4.1.2. Experimental systems
Methyl acrylate has been shown to be readily absorbed in rats (Sapota, 1988, 1993) and guinea-pigs (Seutter & Rijntjes, 1981) after the radiolabelled compound was given by intraperitoneal injection or orally. Dermal absorption has also been demonstrated in guinea-pigs; radiolabelled methyl acrylate had fully penetrated the dermis after 16 hours and was spread throughout the body (Seutter & Rijntjes, 1981).

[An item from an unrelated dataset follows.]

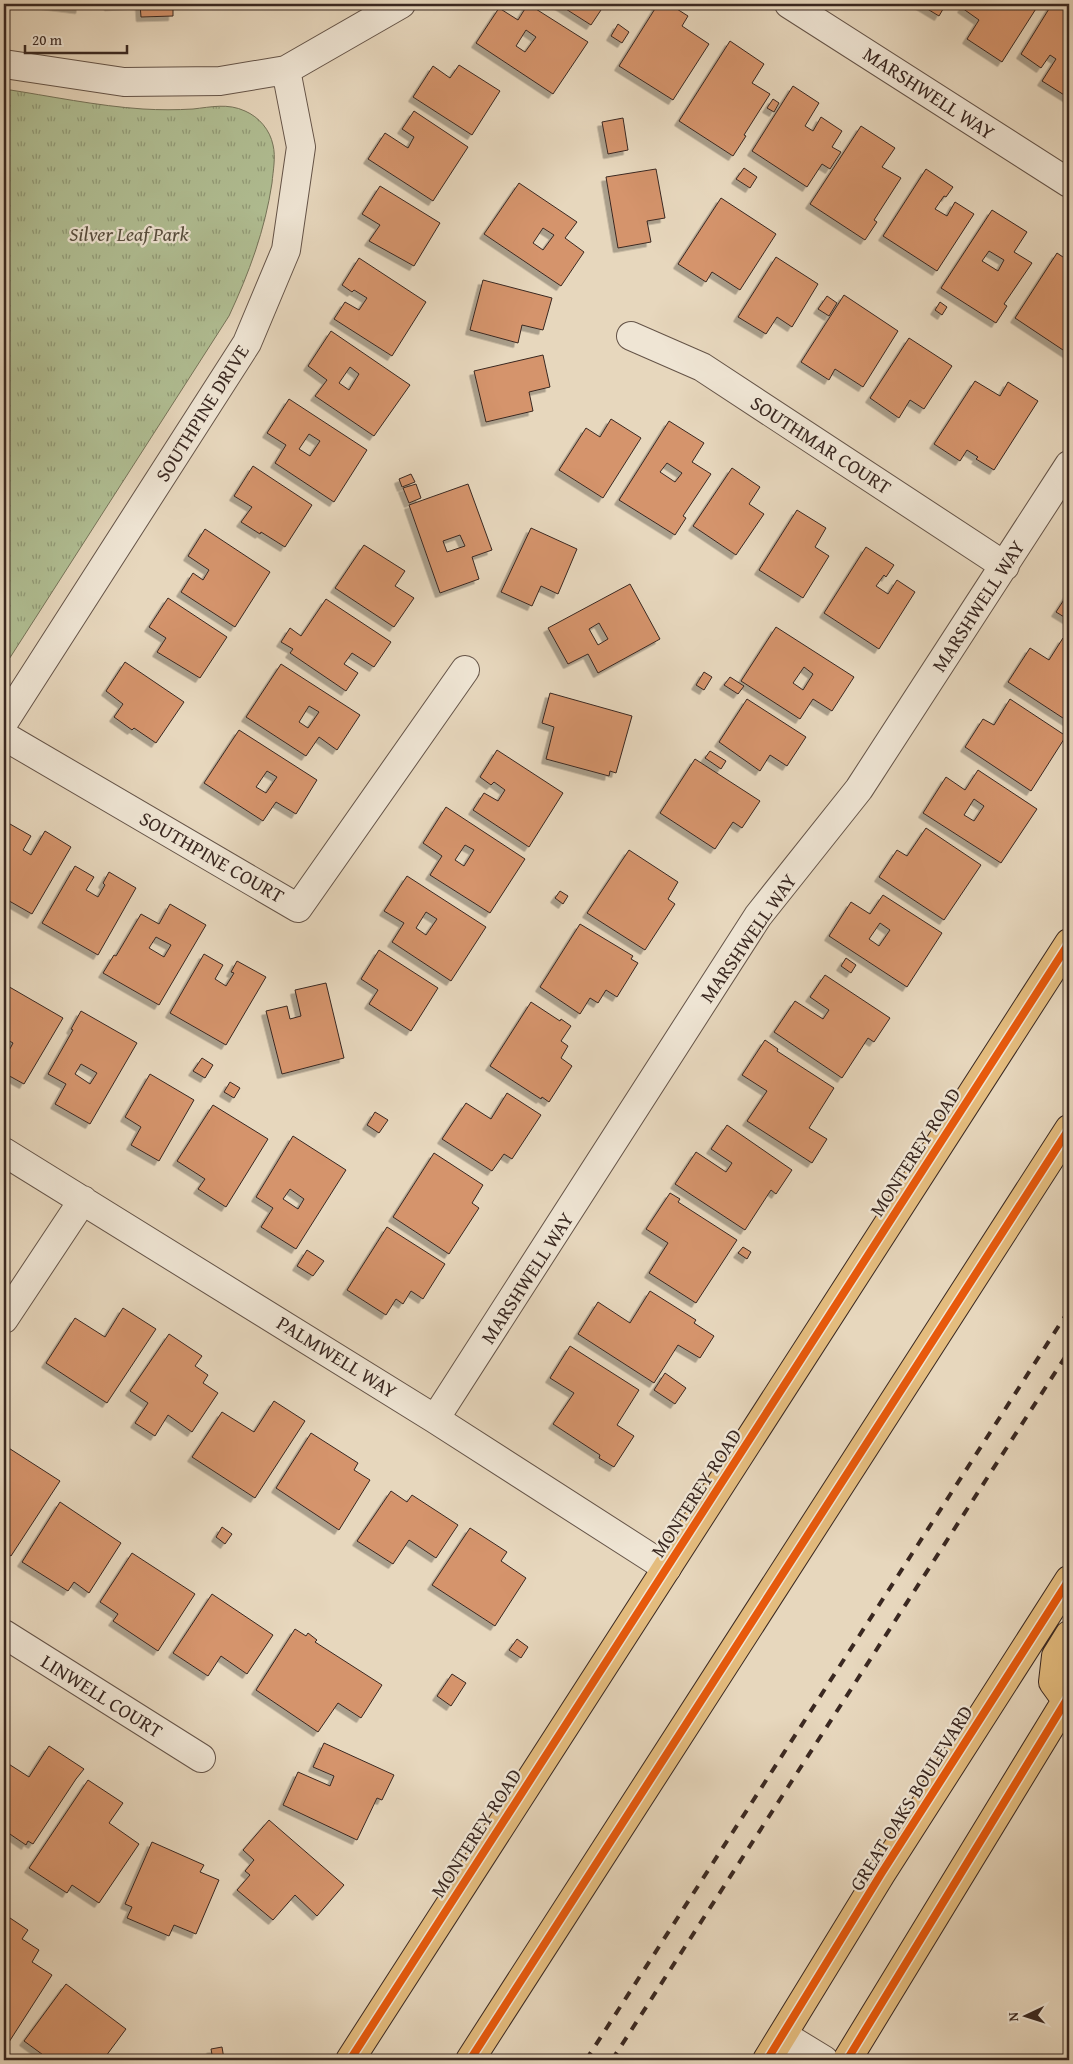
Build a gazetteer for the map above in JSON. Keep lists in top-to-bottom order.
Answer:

Methyl acrylate was distributed to all major tissues after oral exposure or intraperitoneal injection in rats (Sapota 1988, 1993) and guinea-pigs (Seutter & Rijntjes, 1981). In rats, the highest concentration of radiolabel was detected in the liver and kidney 1 and 2 hours after intraperitoneal or oral exposure, respectively (Sapota, 1988, 1993). The highest concentrations of radiolabelled methyl acrylate detected using whole-body autoradiography of guinea-pigs were observed in the liver, bladder, and brain, or in the peritoneum and liver, 1 hour after oral exposure or intraperitoneal injection, respectively. Radiolabel quickly disappeared from all tissues, but at a slightly slower rate after intraperitoneal injection than after oral exposure (Seutter & Rijntjes, 1981).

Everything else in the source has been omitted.